# Canon's Q4 earnings report shows camera sales are down - Dpreview.com



## xps (Jan 29, 2015)

Dpreview.com wrote:

Canon's Q4 earnings report shows camera sales are down

http://www.dpreview.com/articles/5928296460/canon-q4-earnings-report-shows-camera-sales-are-down


----------



## AcutancePhotography (Jan 29, 2015)

I am sure there will be people reading way too much into this.


----------



## Maiaibing (Jan 29, 2015)

xps said:


> Dpreview.com wrote:
> 
> Canon's Q4 earnings report shows camera sales are down
> 
> http://www.dpreview.com/articles/5928296460/canon-q4-earnings-report-shows-camera-sales-are-down



No surprises except DSLR sales were even lower than previous warnings had predicted. 

More of interest for Canon photographers is Canon's strategy for a turn-around:
"For cameras, efforts will be made to comprehensively raise aspects such as image-quality, visual expression, and operability" On top Canon intends to substantially improve wifi ("interconnectivity").

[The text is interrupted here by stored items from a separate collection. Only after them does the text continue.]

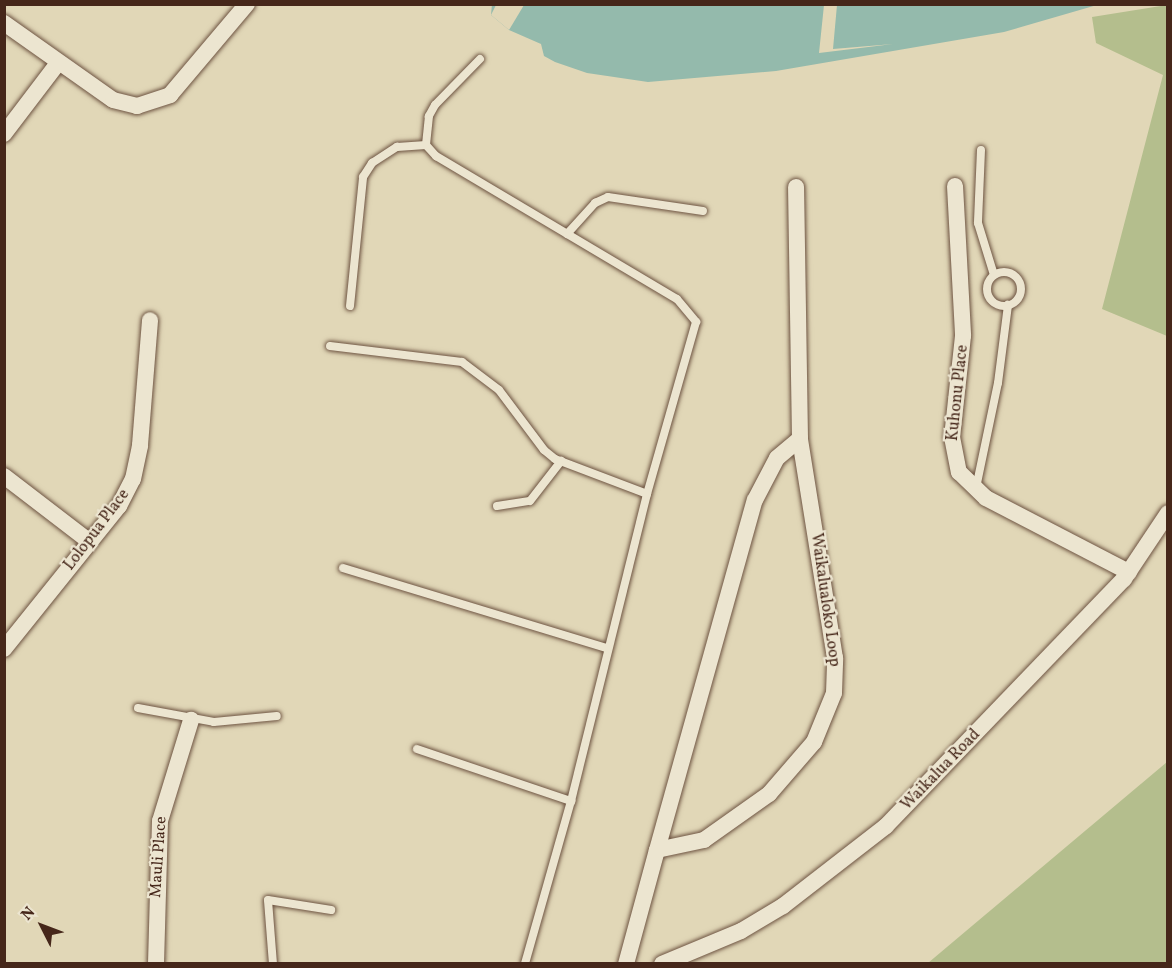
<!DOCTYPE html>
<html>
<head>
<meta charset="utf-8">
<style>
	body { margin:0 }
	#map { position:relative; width:1172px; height:968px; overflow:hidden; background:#e1d7b7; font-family:Vollkorn,serif }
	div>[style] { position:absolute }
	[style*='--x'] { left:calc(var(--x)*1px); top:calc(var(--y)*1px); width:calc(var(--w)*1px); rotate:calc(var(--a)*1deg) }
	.green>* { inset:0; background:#b4be8d }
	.water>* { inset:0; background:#94baac }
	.pier>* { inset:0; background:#e1d7b7 }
	.roads { filter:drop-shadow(0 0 2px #6d5341) drop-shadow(0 0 2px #6d5341) }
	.service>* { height:8px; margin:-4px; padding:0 4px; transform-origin:4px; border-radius:4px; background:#ece5d0 }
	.service>.ring { margin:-4px; padding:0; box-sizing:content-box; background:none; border:8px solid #ece5d0; border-radius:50% }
	.minor>* { height:16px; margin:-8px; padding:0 8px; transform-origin:8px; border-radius:8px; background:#ece5d0 }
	span { translate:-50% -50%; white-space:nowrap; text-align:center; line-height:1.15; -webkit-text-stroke:4.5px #ece5d0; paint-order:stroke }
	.street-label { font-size:16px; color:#46271a }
	.frame { position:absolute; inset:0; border:6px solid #46271a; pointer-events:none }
	.north { position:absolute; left:12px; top:896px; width:60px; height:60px; -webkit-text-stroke:4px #ece5d0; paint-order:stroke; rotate:312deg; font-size:16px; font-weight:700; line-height:24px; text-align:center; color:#46271a }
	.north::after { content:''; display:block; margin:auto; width:21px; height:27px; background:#46271a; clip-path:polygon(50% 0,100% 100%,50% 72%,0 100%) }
</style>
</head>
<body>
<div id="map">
	<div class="green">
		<div style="clip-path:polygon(1167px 5px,1168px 5px,1167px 336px,1102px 309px,1163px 75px,1096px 43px,1092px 17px)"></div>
		<div style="clip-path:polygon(1167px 762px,1167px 963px,928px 963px)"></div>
	</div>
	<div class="water">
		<div style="clip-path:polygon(492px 4px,1097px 5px,1004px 32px,776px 71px,648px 82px,587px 73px,555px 62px,544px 56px,541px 44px,509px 30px,491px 15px)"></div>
	</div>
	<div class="pier">
		<div style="clip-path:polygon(496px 5px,524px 5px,509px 30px,491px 15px)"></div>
		<div style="clip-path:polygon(824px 5px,837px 5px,833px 49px,893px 44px,819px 53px)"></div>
	</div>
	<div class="roads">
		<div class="service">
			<div style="--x:480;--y:59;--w:64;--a:134.4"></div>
			<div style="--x:435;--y:105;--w:13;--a:119"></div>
			<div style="--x:429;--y:116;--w:29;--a:96"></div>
			<div style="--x:426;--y:145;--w:15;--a:48"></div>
			<div style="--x:436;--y:156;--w:280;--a:30.7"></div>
			<div style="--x:677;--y:299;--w:30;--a:50"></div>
			<div style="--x:696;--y:322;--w:179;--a:105.9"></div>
			<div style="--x:647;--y:494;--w:316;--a:103.9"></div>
			<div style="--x:571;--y:801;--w:169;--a:105.8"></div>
			<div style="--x:981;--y:150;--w:73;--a:92.4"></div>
			<div style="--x:978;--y:223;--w:54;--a:72.9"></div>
			<div style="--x:567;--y:234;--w:42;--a:-47.9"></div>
			<div style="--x:595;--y:203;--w:14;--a:-25"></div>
			<div style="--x:608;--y:197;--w:96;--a:8.4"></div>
			<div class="ring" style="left:987px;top:272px;width:26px;height:26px"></div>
			<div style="--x:350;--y:306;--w:130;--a:-84.2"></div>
			<div style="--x:363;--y:177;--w:17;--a:-57"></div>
			<div style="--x:372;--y:163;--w:30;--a:-33"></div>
			<div style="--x:397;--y:147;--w:29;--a:-4"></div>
			<div style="--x:330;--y:346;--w:133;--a:6.9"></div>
			<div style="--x:462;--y:362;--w:46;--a:37.1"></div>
			<div style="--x:499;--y:390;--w:75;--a:53.1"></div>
			<div style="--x:544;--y:450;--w:14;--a:39"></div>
			<div style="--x:555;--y:459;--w:98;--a:20.8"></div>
			<div style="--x:976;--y:488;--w:107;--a:-78.2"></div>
			<div style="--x:998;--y:383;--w:79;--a:-82.7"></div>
			<div style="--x:497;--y:506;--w:33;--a:-9"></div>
			<div style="--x:530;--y:501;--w:51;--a:-52.2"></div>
			<div style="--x:343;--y:568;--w:276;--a:16.9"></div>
			<div style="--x:138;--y:708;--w:77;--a:10.4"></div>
			<div style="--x:214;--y:722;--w:63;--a:-5.4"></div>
			<div style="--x:417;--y:749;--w:163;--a:18.7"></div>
			<div style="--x:273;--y:964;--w:64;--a:-94.5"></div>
			<div style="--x:268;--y:900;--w:64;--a:9"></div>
		</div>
		<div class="minor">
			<div style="--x:4;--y:23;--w:133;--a:35.2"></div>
			<div style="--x:113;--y:100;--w:25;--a:14"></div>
			<div style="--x:137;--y:106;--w:35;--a:-18"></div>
			<div style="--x:170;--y:95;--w:119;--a:-49.8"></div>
			<div style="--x:4;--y:134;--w:89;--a:-52.7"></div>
			<div style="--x:955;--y:186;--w:150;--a:86.9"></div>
			<div style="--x:963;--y:336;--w:102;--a:96.2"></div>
			<div style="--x:952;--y:437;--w:36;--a:79"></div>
			<div style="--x:959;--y:472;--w:37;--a:44"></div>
			<div style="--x:986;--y:498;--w:161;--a:27.4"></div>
			<div style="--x:4;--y:476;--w:108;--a:37.5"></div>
			<div style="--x:4;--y:649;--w:184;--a:-51.2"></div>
			<div style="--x:119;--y:506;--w:30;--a:-63"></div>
			<div style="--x:133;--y:479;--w:35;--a:-78"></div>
			<div style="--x:140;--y:445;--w:125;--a:-85.4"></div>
			<div style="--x:657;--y:850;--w:363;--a:-74.4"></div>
			<div style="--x:755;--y:500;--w:47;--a:-62.4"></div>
			<div style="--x:777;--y:458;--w:30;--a:-40"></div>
			<div style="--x:156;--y:964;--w:143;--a:-88.4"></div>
			<div style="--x:160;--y:821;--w:106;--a:-72.9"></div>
			<div style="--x:626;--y:964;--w:118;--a:-74.8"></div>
			<div style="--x:657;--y:850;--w:48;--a:-12"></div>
			<div style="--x:704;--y:840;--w:80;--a:-35.3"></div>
			<div style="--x:769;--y:794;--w:69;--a:-49.1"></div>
			<div style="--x:814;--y:742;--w:53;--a:-67.8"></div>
			<div style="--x:834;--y:693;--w:35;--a:-88"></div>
			<div style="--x:835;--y:658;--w:222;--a:-99.1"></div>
			<div style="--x:800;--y:439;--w:252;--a:-90.9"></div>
			<div style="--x:662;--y:964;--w:86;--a:-22.7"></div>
			<div style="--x:741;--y:931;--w:49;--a:-30.8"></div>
			<div style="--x:783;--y:906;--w:130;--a:-37.8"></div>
			<div style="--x:886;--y:826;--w:343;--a:-46.1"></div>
			<div style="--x:1124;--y:579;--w:79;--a:-56.3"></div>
		</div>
	</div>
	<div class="street-label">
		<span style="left:958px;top:393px;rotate:-84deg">Kuhonu Place</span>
		<span style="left:97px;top:530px;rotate:-53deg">Lolopua Place</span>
		<span style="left:825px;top:600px;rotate:82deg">Waikalualoko Loop</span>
		<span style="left:941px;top:770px;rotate:-46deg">Waikalua Road</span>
		<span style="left:159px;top:857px;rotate:-86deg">Mauli Place</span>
	</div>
	<div class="frame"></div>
	<div class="north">N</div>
</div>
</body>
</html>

Sweet music to my ears. They know they are behind and their DSLR business is suffering because of it and they are ready to take action to "comprehensively" improve their DSLRs on several key points. I esspecially like the promise of better image iq and wifi. THe bit about operability sounds like touch screen menu's to me.

Looking even more forward to that 5DIV (or whatever!!!). 

And for those who mysterously have argued that Canon was happy with their sales, camera profits were healthy, or at least good enough, no reason for Canon's board to worry as they maintained market share blah blah blah. I can just say: this is exactly the report we could expect from Canon to their investors and they even offer info on what they intend to do about their fledging DSLR business.

I'm happy to note that Canon board members have a much more realistic view on their business than many people here seem to have. It'll make for a bigger chance Canon will stay in the DSLR business for many more years to come.


----------